Голос Евы стал отвратительно-визгливым, а пальцы с острыми ногтями норовили впиться в лицо и волосы оппонентки, выдавая совсем не светские манеры. Ей даже удалось сорвать тюрбан с головы Аурелии и оставить царапину на шее, прежде чем Мишель ее оттащил.
– Мисс Райс! Умоляю, прекратите! Мы все должны сохранять самообладание!
На что мисс Райс выругалась совершенно не по-женски. Швырнула кусок ткани, из которой собран был тюрбан, в сторону, и бросилась вон из каюты, громко хлопнув дверью.

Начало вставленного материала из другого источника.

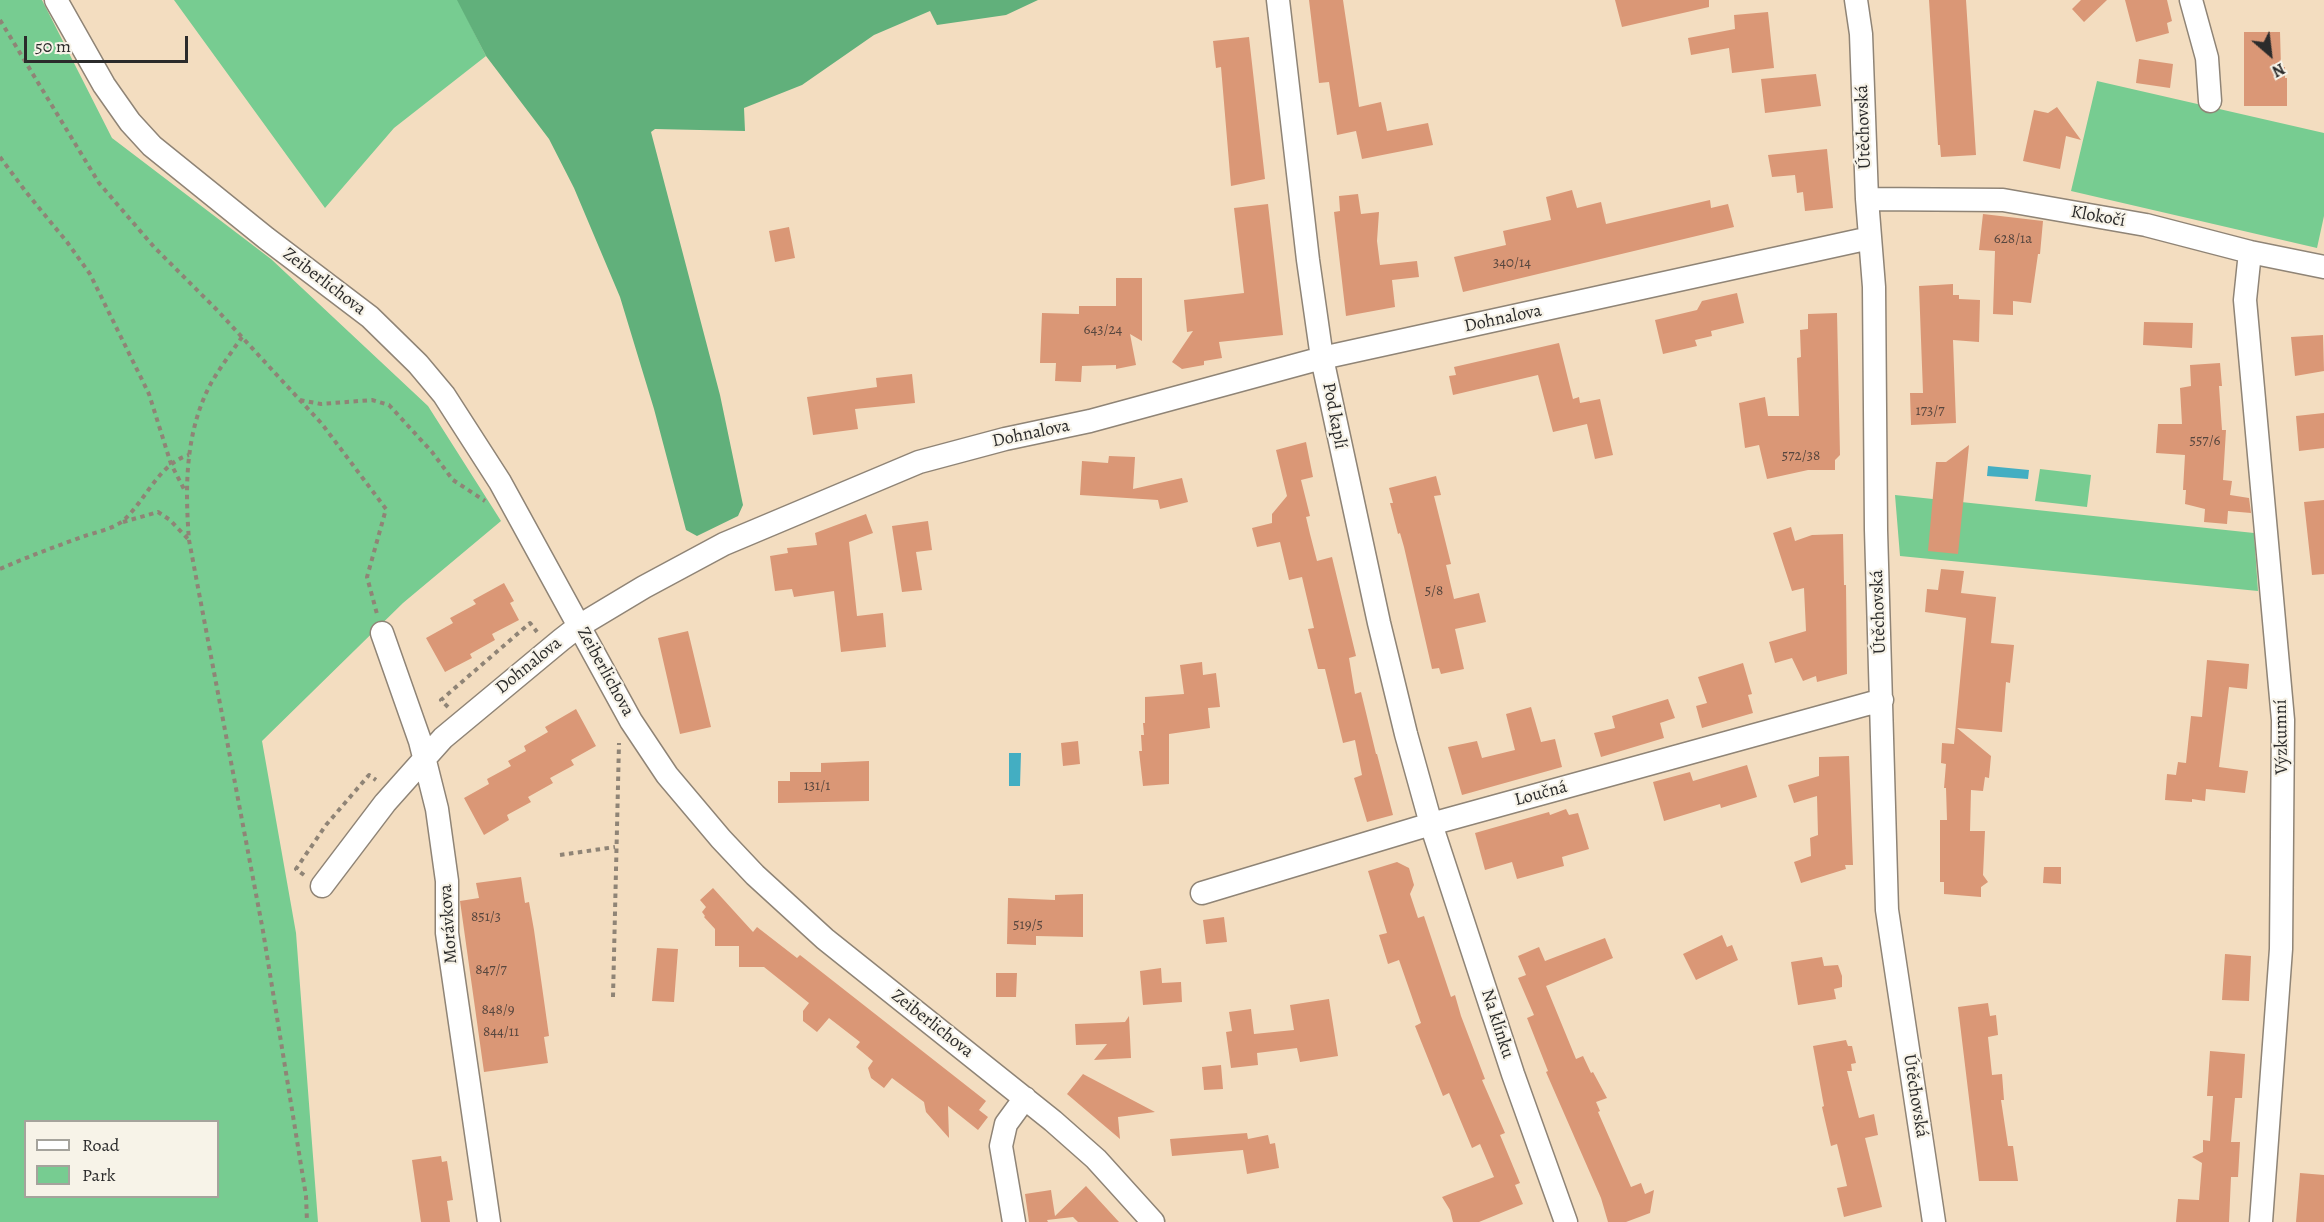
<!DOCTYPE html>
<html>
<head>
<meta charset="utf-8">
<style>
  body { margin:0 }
  #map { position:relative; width:2324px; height:1222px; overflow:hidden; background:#f3ddc0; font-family:Alegreya,serif }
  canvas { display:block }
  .legend { position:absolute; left:24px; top:1120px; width:195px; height:78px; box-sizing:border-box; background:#f7f3e8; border:2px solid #a5a39c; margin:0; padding:8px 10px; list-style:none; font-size:18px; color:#2b2b2b }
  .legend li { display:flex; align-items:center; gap:12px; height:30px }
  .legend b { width:30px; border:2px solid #a5a39c }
  .north { position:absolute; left:2240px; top:24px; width:60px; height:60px; -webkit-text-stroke:4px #f7f3e8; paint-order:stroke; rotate:152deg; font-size:16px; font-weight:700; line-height:24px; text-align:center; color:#2b2b2b }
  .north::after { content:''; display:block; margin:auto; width:21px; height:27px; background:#2b2b2b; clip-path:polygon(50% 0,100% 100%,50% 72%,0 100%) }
  .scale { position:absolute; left:24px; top:36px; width:164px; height:27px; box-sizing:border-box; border:3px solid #2b2b2b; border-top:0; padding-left:8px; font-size:18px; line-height:21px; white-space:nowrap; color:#2b2b2b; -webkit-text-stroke:4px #f7f3e8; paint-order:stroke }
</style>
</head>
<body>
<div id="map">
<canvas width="2324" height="1222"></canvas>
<ul class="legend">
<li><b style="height:8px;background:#fff"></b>Road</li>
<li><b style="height:16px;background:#77cc91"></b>Park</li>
</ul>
<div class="north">N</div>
<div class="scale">50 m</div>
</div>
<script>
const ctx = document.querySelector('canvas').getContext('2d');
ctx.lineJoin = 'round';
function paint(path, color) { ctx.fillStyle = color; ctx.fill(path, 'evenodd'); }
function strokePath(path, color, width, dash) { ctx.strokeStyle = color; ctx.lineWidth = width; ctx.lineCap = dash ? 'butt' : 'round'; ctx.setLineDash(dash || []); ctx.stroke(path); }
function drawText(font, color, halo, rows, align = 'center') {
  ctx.font = font + ' Alegreya,serif'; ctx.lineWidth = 4.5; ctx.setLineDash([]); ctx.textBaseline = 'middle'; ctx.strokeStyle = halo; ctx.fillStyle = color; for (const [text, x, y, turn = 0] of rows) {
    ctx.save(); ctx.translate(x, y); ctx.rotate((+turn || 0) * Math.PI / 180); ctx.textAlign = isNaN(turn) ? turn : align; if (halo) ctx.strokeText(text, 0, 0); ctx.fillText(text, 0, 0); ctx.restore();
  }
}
paint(new Path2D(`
  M 0,0 L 42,0 L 112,138 L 271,259 L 428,406 L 501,521 L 403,603 L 262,741 L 296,933 L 318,1222 L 0,1222 ZM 26,1122 L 218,1122 L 218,1196 L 26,1196 Z
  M 174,0 L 458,0 L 486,56 L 394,128 L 325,208 Z
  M 2097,81 L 2324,133 L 2324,216 L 2317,248 L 2071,191 Z
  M 2040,469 L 2091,475 L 2087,507 L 2035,501 Z
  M 1895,495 L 2254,533 L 2258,591 L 1900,556 Z`), '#77cc91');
paint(new Path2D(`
  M 457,0 L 1038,0 L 1006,15 L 937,25 L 930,11 L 874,35 L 802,85 L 744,108 L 745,131 L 655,129 L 651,132 L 720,395 L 743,505 L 738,516 L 697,536 L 686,530 L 654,409 L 620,297 L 574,188 L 549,139 L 486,56 Z`), '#61b07b');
paint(new Path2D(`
  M 1988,466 L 2029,470 L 2028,479 L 1987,476 Z
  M 1009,753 L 1021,753 L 1020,786 L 1009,786 Z`), '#43aec2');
paint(new Path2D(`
  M 1309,0 L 1343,0 L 1359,107 L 1381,102 L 1387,131 L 1428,123 L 1433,145 L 1362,159 L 1356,131 L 1337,135 L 1329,82 L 1319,83 Z
  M 1615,0 L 1709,0 L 1709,7 L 1622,27 Z
  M 1929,0 L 1966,0 L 1976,155 L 1941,157 L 1940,145 L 1938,145 Z
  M 2081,0 L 2107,0 L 2084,22 L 2072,9 Z
  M 2125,0 L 2167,0 L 2172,21 L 2167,23 L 2169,33 L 2136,42 Z
  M 1768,12 L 1774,68 L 1732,73 L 1729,48 L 1691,55 L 1688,38 L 1735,29 L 1734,15 Z
  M 2244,32 L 2280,32 L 2281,67 L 2285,67 L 2285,78 L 2287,78 L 2287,106 L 2244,106 Z
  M 1249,37 L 1265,179 L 1231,186 L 1221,67 L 1216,68 L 1213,41 Z
  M 2139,59 L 2173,64 L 2170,88 L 2136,83 Z
  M 1816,74 L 1821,106 L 1765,113 L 1761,79 Z
  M 2057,107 L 2081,140 L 2066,136 L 2060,169 L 2023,161 L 2034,110 L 2048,113 Z
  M 1827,149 L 1833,208 L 1805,211 L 1803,192 L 1797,193 L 1795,175 L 1772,177 L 1768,155 Z
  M 1572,190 L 1577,208 L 1601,202 L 1606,224 L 1710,200 L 1711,208 L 1728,204 L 1734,227 L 1463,292 L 1454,257 L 1506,245 L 1503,231 L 1551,220 L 1546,197 Z
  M 1358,194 L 1361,214 L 1379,212 L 1377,241 L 1380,265 L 1417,261 L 1419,277 L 1392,280 L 1395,307 L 1346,316 L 1334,212 L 1340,211 L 1339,196 Z
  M 1268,204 L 1283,335 L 1219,342 L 1222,358 L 1204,361 L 1204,365 L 1182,369 L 1172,362 L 1193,331 L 1187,332 L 1184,300 L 1244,293 L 1234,208 Z
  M 1983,214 L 2043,221 L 2040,254 L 2038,254 L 2031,303 L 2013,301 L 2013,315 L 1993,314 L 1995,251 L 1979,250 Z
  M 789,227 L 795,258 L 775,262 L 769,231 Z
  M 1116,278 L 1142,278 L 1142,341 L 1130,334 L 1136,365 L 1116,369 L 1116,365 L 1082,366 L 1081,382 L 1055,381 L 1056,363 L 1040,363 L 1042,313 L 1079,314 L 1079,306 L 1116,306 Z
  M 1953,284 L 1953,295 L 1959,295 L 1959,299 L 1980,300 L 1979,342 L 1953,340 L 1956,423 L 1911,425 L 1910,393 L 1923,393 L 1919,286 Z
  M 1737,293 L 1744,323 L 1711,331 L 1712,336 L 1695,340 L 1697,346 L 1663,354 L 1655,320 L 1697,310 L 1702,301 Z
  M 1837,313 L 1840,455 L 1835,460 L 1835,470 L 1808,470 L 1767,479 L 1759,445 L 1745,448 L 1739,403 L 1765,397 L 1768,416 L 1799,416 L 1797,358 L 1801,357 L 1800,330 L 1808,329 L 1808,314 Z
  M 2144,322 L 2193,323 L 2192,348 L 2143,345 Z
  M 2323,335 L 2324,371 L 2295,376 L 2291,337 Z
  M 1559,343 L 1573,399 L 1579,397 L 1580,403 L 1600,399 L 1613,455 L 1595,459 L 1587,424 L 1553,432 L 1538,375 L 1453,395 L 1449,376 L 1456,375 L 1454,367 Z
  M 2220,363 L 2222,386 L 2219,386 L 2222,430 L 2226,430 L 2223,480 L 2232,481 L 2230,495 L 2249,498 L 2251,513 L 2228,511 L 2227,524 L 2204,522 L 2205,509 L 2185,504 L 2186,490 L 2183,490 L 2185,455 L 2156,453 L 2158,424 L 2182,424 L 2180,388 L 2191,386 L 2190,365 Z
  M 912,374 L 915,403 L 855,409 L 858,429 L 813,435 L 807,397 L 877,387 L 876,378 Z
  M 2324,413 L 2324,448 L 2299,451 L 2296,416 Z
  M 1306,442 L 1313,477 L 1301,480 L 1310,516 L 1306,517 L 1310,534 L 1317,561 L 1332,557 L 1356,656 L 1349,658 L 1355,694 L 1361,692 L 1376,754 L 1377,754 L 1393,815 L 1367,822 L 1354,778 L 1362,775 L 1355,740 L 1343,743 L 1325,669 L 1318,669 L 1308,629 L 1314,628 L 1302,577 L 1289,580 L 1280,542 L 1257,547 L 1252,528 L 1272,523 L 1272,514 L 1287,496 L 1276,450 Z
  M 1969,445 L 1958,554 L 1928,551 L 1936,462 L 1946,462 Z
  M 1109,456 L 1135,457 L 1133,489 L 1182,478 L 1188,502 L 1160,509 L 1158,500 L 1080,495 L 1082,461 L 1108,463 Z
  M 1436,476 L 1441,495 L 1434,496 L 1451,564 L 1446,565 L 1454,599 L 1479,593 L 1486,622 L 1455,629 L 1464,669 L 1441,674 L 1439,668 L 1432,669 L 1404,547 L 1400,533 L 1398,534 L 1390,503 L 1393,503 L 1389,488 Z
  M 2324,500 L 2324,574 L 2312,575 L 2304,502 Z
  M 866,514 L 873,533 L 849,542 L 857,616 L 883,613 L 886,647 L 841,652 L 834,591 L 794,597 L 792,589 L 775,591 L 770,556 L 788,553 L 787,548 L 817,545 L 815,533 Z
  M 928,521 L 932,550 L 916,552 L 922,590 L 902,592 L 892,526 Z
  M 1791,527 L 1795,541 L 1812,535 L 1843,534 L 1844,585 L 1846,585 L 1847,674 L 1817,682 L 1816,676 L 1803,681 L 1792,658 L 1775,663 L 1769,642 L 1806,631 L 1804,588 L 1792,591 L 1773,533 Z
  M 1941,569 L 1964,571 L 1961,593 L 1996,597 L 1991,643 L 2014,645 L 2010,683 L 2006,682 L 2002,732 L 1957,728 L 1991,756 L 1989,778 L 1985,777 L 1983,791 L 1971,790 L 1970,831 L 1985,831 L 1983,875 L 1988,882 L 1981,887 L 1981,897 L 1944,894 L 1944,882 L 1940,882 L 1940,820 L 1947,820 L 1946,788 L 1944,788 L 1946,764 L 1941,763 L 1942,743 L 1954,744 L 1966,618 L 1925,612 L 1927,589 L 1938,590 Z
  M 504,583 L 514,601 L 510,603 L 519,620 L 492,634 L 495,640 L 470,654 L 472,658 L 445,672 L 426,638 L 453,623 L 450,618 L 476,604 L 473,600 Z
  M 688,631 L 711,727 L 680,734 L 658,638 Z
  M 2207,660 L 2249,664 L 2247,689 L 2229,687 L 2219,767 L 2248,771 L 2245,793 L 2206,789 L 2205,801 L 2192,799 L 2192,802 L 2165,800 L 2167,774 L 2176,775 L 2178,762 L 2186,763 L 2191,716 L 2202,717 Z
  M 1202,662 L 1203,675 L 1216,673 L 1220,707 L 1208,708 L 1210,728 L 1169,734 L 1169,784 L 1143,786 L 1139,751 L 1142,751 L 1141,735 L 1144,735 L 1143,723 L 1145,723 L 1145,697 L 1184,694 L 1180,665 Z
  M 1743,663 L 1752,694 L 1748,695 L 1753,713 L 1702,728 L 1696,706 L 1707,703 L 1698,677 Z
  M 1668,699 L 1675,718 L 1660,723 L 1664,738 L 1601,757 L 1594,733 L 1615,728 L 1612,716 Z
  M 1531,707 L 1541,742 L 1555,739 L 1562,767 L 1462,795 L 1448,747 L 1477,741 L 1482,758 L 1515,750 L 1506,714 Z
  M 576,709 L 596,746 L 571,760 L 574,765 L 550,778 L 553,783 L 528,797 L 531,802 L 507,815 L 509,820 L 484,835 L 464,798 L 489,784 L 487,779 L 511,766 L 508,761 L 526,751 L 524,746 L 548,732 L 545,727 Z
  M 1078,741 L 1080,764 L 1063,766 L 1061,743 Z
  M 1849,756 L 1853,865 L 1845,865 L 1846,869 L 1801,883 L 1794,862 L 1811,856 L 1810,838 L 1818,835 L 1817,796 L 1794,803 L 1788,785 L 1819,776 L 1819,757 Z
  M 869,761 L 869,801 L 778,803 L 778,781 L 790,781 L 790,772 L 821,772 L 821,763 Z
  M 1747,765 L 1757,797 L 1721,808 L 1720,804 L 1664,821 L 1653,782 L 1690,772 L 1693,781 Z
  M 1566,809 L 1569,815 L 1578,813 L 1589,849 L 1562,857 L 1564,866 L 1517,879 L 1512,862 L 1485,870 L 1475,833 L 1549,812 L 1550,815 Z
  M 1397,862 L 1409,868 L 1414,885 L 1410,894 L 1418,918 L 1424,916 L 1451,997 L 1455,995 L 1461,1016 L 1485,1079 L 1482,1080 L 1505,1133 L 1500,1135 L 1520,1183 L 1515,1185 L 1523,1204 L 1479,1222 L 1453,1222 L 1450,1210 L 1442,1197 L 1494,1177 L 1480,1144 L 1472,1148 L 1449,1093 L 1443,1096 L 1415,1026 L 1421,1023 L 1399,960 L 1388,964 L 1379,935 L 1387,933 L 1368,871 Z
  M 2044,867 L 2061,867 L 2061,884 L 2043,883 Z
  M 521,877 L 525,903 L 529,902 L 534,930 L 549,1036 L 544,1037 L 548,1063 L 484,1072 L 460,901 L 479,898 L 476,883 Z
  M 713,888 L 753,932 L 757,927 L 797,958 L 800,955 L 986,1101 L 979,1110 L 988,1117 L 978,1130 L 948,1106 L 949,1138 L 926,1112 L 924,1102 L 892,1078 L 884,1088 L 871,1078 L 868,1068 L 873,1061 L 856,1047 L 860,1042 L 829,1018 L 817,1032 L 803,1021 L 803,1011 L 809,1003 L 764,967 L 739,967 L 739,946 L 715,946 L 715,929 L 704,917 L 705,916 L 702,912 L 706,907 L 700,900 Z
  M 1083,894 L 1083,937 L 1036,936 L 1036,945 L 1007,944 L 1008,898 L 1055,900 L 1055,895 Z
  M 1224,917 L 1227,942 L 1206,944 L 1203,920 Z
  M 1722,935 L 1727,947 L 1732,945 L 1738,960 L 1696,980 L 1683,954 Z
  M 1605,938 L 1613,958 L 1546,986 L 1576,1059 L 1583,1056 L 1591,1073 L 1593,1072 L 1607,1098 L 1596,1102 L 1600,1111 L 1598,1112 L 1631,1187 L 1641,1183 L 1645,1194 L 1654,1190 L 1650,1213 L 1626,1222 L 1608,1222 L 1601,1198 L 1546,1072 L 1548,1071 L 1527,1018 L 1534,1015 L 1518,978 L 1526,975 L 1518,956 L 1539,947 L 1545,961 Z
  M 657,948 L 678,949 L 674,1002 L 652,1001 Z
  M 2225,954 L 2251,956 L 2249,1001 L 2222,1000 Z
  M 1822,957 L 1824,966 L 1838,965 L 1842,976 L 1842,987 L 1834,989 L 1836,999 L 1798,1005 L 1791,962 Z
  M 1161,968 L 1162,983 L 1181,982 L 1182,1002 L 1143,1005 L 1140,971 Z
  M 996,973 L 1017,973 L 1016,997 L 996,997 Z
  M 1329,999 L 1338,1056 L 1300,1062 L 1297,1048 L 1257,1053 L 1258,1065 L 1231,1068 L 1226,1032 L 1232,1031 L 1229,1012 L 1251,1009 L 1254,1034 L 1294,1030 L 1290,1005 Z
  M 1988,1003 L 1990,1016 L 1996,1015 L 1998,1035 L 1988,1037 L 1992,1075 L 2002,1074 L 2004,1100 L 2001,1100 L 2008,1146 L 2013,1146 L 2018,1181 L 1979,1181 L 1958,1007 Z
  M 1129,1016 L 1131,1058 L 1094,1060 L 1107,1044 L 1076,1045 L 1075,1024 L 1125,1022 Z
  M 1846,1040 L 1848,1046 L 1852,1046 L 1856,1063 L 1851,1064 L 1852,1071 L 1847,1071 L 1859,1118 L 1874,1114 L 1878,1135 L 1865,1138 L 1882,1207 L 1844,1217 L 1837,1188 L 1847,1186 L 1837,1144 L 1831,1146 L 1822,1107 L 1824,1106 L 1813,1046 Z
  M 2210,1051 L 2245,1054 L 2242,1098 L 2235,1098 L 2231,1142 L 2240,1142 L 2238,1177 L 2231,1177 L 2229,1222 L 2176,1222 L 2178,1199 L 2199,1200 L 2202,1163 L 2192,1157 L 2203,1152 L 2203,1140 L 2210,1141 L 2213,1096 L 2207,1096 Z
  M 1221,1065 L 1223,1089 L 1204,1090 L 1202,1067 Z
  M 1083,1074 L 1155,1112 L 1118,1117 L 1120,1139 L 1067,1094 Z
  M 1247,1133 L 1248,1139 L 1268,1135 L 1270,1144 L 1275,1143 L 1279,1168 L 1247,1174 L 1243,1150 L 1172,1156 L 1170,1139 Z
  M 441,1156 L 442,1162 L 447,1161 L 453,1200 L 447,1201 L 450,1222 L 421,1222 L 412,1160 Z
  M 2300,1173 L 2324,1175 L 2324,1222 L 2296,1222 Z
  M 1086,1186 L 1119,1222 L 1078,1222 L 1073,1217 L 1047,1220 L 1048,1222 L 1029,1222 L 1025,1194 L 1051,1190 L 1055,1216 Z`), '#da9776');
const minor = new Path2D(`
  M 56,0 L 104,85 L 130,122 L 152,146 L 266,238 L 370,317 L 418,364 L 444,395 L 500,482 L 631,721 L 667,775 L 721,839 L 755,875 L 825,939 L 1053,1121 L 1096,1159 L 1153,1222
  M 1278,0 L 1308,260 L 1322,358 L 1379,623 L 1406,734 L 1431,824 L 1513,1074 L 1566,1222
  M 1856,0 L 1861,34 L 1867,199 L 1874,287 L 1876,530 L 1887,910 L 1934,1222
  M 2191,0 L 2207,58 L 2210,101
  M 1867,199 L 2003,200 L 2146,225 L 2250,252 L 2324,267
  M 2250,252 L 2245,300 L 2283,720 L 2281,949 L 2261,1222
  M 382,633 L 420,741 L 437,809 L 447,881 L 447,933 L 489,1222
  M 322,886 L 385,803 L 443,738 L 561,640 L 579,626 L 644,587 L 724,544 L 919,462 L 1005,439 L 1090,421 L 1322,358 L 1870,238
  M 1202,893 L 1431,824 L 1882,700
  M 1014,1222 L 1001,1146 L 1006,1124 L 1025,1098`);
strokePath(minor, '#8f8476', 25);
strokePath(new Path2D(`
  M 0,20 L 99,183 L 154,247 L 217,310 L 322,424 L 386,509 L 367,577 L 377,614
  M 0,157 L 26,192 L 67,242 L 90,274 L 149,394 L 171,464 L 185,491
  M 242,337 C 231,353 218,370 209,387 C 185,435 185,488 189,540 L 263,931 L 306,1196 L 307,1222
  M 300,400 L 321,404 L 372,400 L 389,405 L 432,452 L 453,480 L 485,501
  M 123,522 L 158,512 L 170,520 L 189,540
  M 0,569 C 27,557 54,547 82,537 C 95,532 115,529 125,519 C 146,499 160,463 189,455
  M 448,707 L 441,700 L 530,623 L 537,632
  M 560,855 L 615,847
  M 304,875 L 296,869 L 326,825 L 369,775 L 376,780
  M 613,997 L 619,743`), '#8f8476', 4, [4.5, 4.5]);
strokePath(minor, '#fff', 22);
drawText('15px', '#57463e', null, [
  ["628/1a",2013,239],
  ["340/14",1512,263],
  ["643/24",1103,330],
  ["173/7",1930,411],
  ["557/6",2205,441],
  ["572/38",1801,456],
  ["5/8",1434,591],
  ["131/1",817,786],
  ["851/3",486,917],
  ["519/5",1028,925],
  ["847/7",491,970],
  ["848/9",498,1010],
  ["844/11",501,1032]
]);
drawText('18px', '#2b2b2b', '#f7f3e8', [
  ["Útěchovská",1864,127,-92],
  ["Klokočí",2098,217,10],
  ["Zeiberlichova",324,282,37],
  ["Dohnalova",1503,319,-12],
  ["Pod kaplí",1334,416,79],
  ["Dohnalova",1031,434,-12],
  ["Útěchovská",1879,612,-92],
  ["Dohnalova",529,666,-39],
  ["Zeiberlichova",605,672,61],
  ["Výzkumní",2282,737,-91],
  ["Loučná",1541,794,-15],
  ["Morávkova",449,924,-94],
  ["Zeiberlichova",932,1024,38],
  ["Na klínku",1497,1024,72],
  ["Útěchovská",1915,1096,81]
]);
</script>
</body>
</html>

Только теперь Макгроу, возомнивший отчего-то себя главным, задал резонный вопрос:
– Мадам Гроссо пила из этой чаши? Отвечайте немедля!
Спрашивал он у Аурелии. Спрашивал грубо и резко, видимо, вполне солидарный с Евой. Признаться, я и сама не исключала их правоты…
Креолка же, оставшись без головного убора, озабочена, казалось, была лишь тем, чтобы прибрать жесткие черные волосы. Ответила небрежно:
– Пила.
– Кто наполнял этот бокал, ты?
– Я! – отозвалась женщина чуть более нервно.
– И какой же дрянью ты ее напоила?!
Аурелия бросила на него яростный взгляд, но ответила ровно:
– Не дрянь. Особый напиток из сухих трав. Травы я собирала и заваривала сама. Отвар хороший: я пила его!
– Из этого бокала? – прищурившись, уточнил американец.
– Нет. Заваривала в одной чаше. После разлила в две. Себе и тому, кто просит у духов лоа помощи.
– Один бокал для всех просящих? Кто еще пил из этого второго?
Аурелия ответила не сразу. Нашла черными глазищами мое лицо и отчетливо хмыкнула.
Вслед за ней и остальные с удивлением, а то и ужасом уставились на меня. Я невольно коснулась пальцами собственной шеи, будто проверяя, жива ли еще. Отыскала в толпе глаза мужа – безумные сейчас – и для него одного ответила:
– Я не пила отвар… Клянусь, не пила.
– Духи лоа милостивы, – отчетливо произнесла Аурелия. – Ты вошла вне очереди.
Голова шла кругом… Мне казалось, пассажиры всех трех классов уже столпились здесь, вокруг софы с несчастной Жанной Гроссо – когда двери отворились снова.
– Мадам Дюбуа! – На пороге оказался лейтенант Вальц. – Мне сказали, я могу найти вас здесь.
Немыслимо, но о произошедшем он как будто еще не знал. Наверное, единственный на пароходе. Его заботило что-то другое, и заботило сильно.
– Могу я просить вашей помощи? – с вежливой настойчивостью продолжил он. – На мостике понадобился переводчик с немецкого на английский…
Лишь к концу фразы господин Вальц сообразил, что что-то не так.
Предлог с переводчиком был условным знаком, и только. Вальц хотел переговорить со мною наедине. Но я ни о чем другом сейчас думать не могла.
– Жанну Гроссо отравили, – негромко сказала я ему.
Отошла от софы, где лежала теперь уже мертвая актриса, и не без труда посмотрела на ее лицо. Невероятно, но на щеке, под пышными ресницами, все еще блестела дорожка от слезы.
Этого я вынести не смогла.
Извинившись, мимо мужа, мимо Вальца, бросилась вон – через общий коридор, в нашу каюту. Прямиком в детскую спальню. Обняла прямо в постели спящую Софи, зарылась лицом в ее волосы, всей грудью вдохнула ее сладкий детский запах и – только теперь смогла расплакаться… Молча, конечно, чтобы не разбудить дочь.